Директор усмехнулся. По-доброму усмехнулся, хорошо.
— Не забыл, Огсолтан-эдже, как можно такое забыть.
— Ты не смейся! Если у тебя двадцать лет партийного стажа, то у меня — сорок! Когда мы начинали создавать колхозы, ты ещё под стол пешком ходил! Нынче целый совхоз легче организовать, чем в ту пору одну-единственную женщину в колхоз вовлечь. Если вы это забыли, то я отлично всё помню. Он говорит: жилья нет. Посмотрите на него, какой довод нашёл! Ну-ка, доченька, — обратилась она ко мне, — пиши заявление! Пусть попробует не взять тебя на работу…
Видя моё замешательство, Огсолтан-эдже прикрикнула:
— Кому сказала: садись и пиши! Ну? Пиши: «Директору совхоза «Коммунизм» товарищу Салихову…» Вот так. А ты, товарищ Салихов, жильём не отговаривайся, эта девушка со мной будет жить. Ясно?..
— Вот так я стала работать в совхозе, — рассмеялась Отджа.
— Славной она оказалась, эта Огсолтан-эдже, — поддержал я разговор.
— Ещё какой славной, — отозвалась Отджа. — Если бы не она… В тот же день я съездила домой, взяла кое-что из вещей. Мама, конечно, в слёзы. Отец тоже не одобрял моего решения. Тем более, что я им не сказала, что именно толкнуло меня на такой поступок. Делом доказать хотелось, не словами.
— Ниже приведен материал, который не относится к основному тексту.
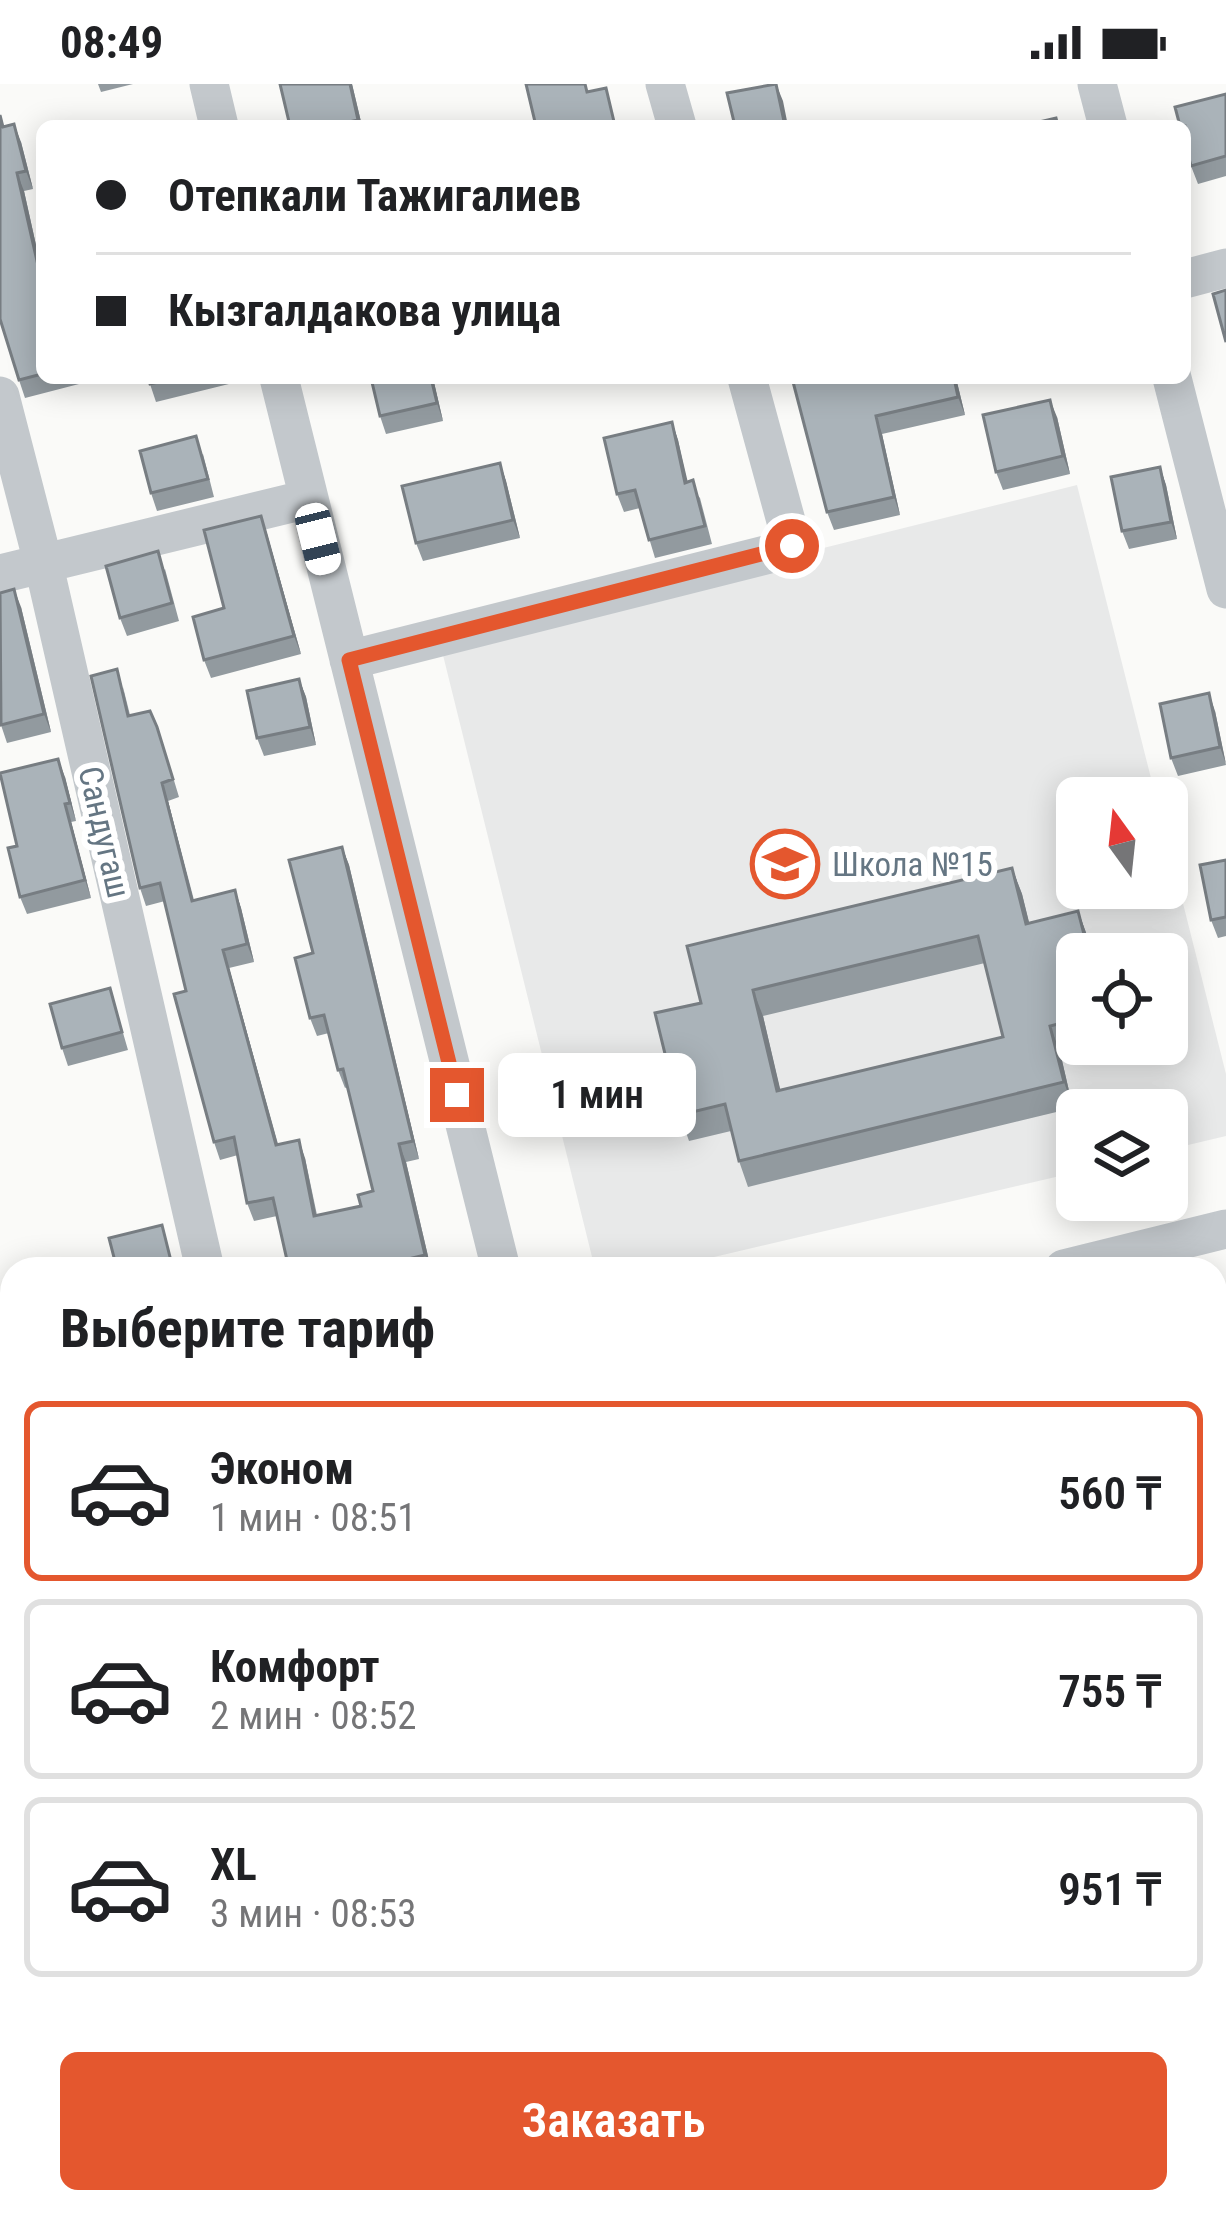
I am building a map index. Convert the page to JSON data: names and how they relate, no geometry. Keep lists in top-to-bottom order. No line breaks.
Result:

Потом мама несколько раз приезжала проведать меня. И всё-то переживала. То ей кажется, что я сильно похудела. (А как не похудеть на нашей работе!). То вроде меня здесь обижают. (Но кто обидит, если за мной стоит сама Огсолтан-эдже?) Беспокоил отец. Мама рассказывала, что после моего отъезда он ещё угрюмее стал. Может, догадывался о чём-нибудь?..
Признаюсь тебе, была у меня минута слабости, когда вознамерилась я уйти из совхоза: очень уж родителей было жаль. Но тут воспротивилась Огсолтал-эдже: «Я день и ночь пекусь о тебе, о твоём будущем, а ты всё хочешь растоптать и уехать? Не позволю!»
И не позволила. А вскоре мне дали квартиру на всю семью. Наши сразу же переехали сюда. Отец, правда, ворчал немного.
— А Огсолтан-эдже? — спросил я заинтересованно. Мне показалось очень важным узнать о дальнейших отношениях Отджи с этой интересной женщиной.
— Это удивительный человек, — продолжала свой рассказ Отджа…
Огсолтан с первых же дней Октября всем сердцем приняла Советскую власть. Она организовала вокруг себя подружек и соседок, вместе они принялись помогать мужчинам устанавливать в селе новый порядок. Её общественная деятельность не ограничилась одним селом— не того масштаба была Огсолтан. И куда бы её ни забрасывала судьба, порученное дело она выполняла с полной отдачей сил, горячо и заинтересованно.
У неё не было своей семьи (что-то случилось в молодости), но ей не грозило одиночество. Всегда находился человек, которому нужна была её помощь. А к людям она относилась внимательно, её волновала судьба каждого человека. Никто не удивился, когда в годы войны Огсолтан-эдже взяла на воспитание нескольких сирот. А уже на склоне лет в её жизни появилась Отджа.
Много часов проводили они в разговорах. И перед Отджой, как живые, вставали героические образы людей, которые задолго до её рождения думали о таких, как она, о их будущем, и шли за это будущее на смерть.
Огсолтан-эдже приохотила девушку к чтению книг, сама их подбирала, и перед Отджой открылся новый мир познания и человеческих взаимоотношении.
Каждую свободную минуту Отджа проводила у Огсолтан-эдже. Мать ворчала: «Совсем от дома отбилась!», отец поглядывал искоса, по помалкивал, понимал, видно, что его вмешательства в дела дочери не требуется.
Работа у Отджи была трудная. Не посылали на прополку и на прореживание хлопчатника. Иногда поднимали среди ночи — не хватало поливальщиков, — и она полусонная, спотыкаясь, едва не роняя фонарь из рук, шла в поле. Когда в совхозе открылись курсы водителей хлопкоуборочных машин, Огсолтан-эдже велела Отдже поступить на эти курсы. Тут девушка впервые воспротивилась:
— Ни за что!
— Почему? — вежливо поинтересовалась Огсолтан-эдже.
— Я десятилетку окончила! — горячилась Отджа. — И после этого какие-то курсы? Поработаю немного, а там попытаюсь поступить в институт. Что я, хуже других?
— Курсы твоему институту не помеха. Зато у тебя будет специальность.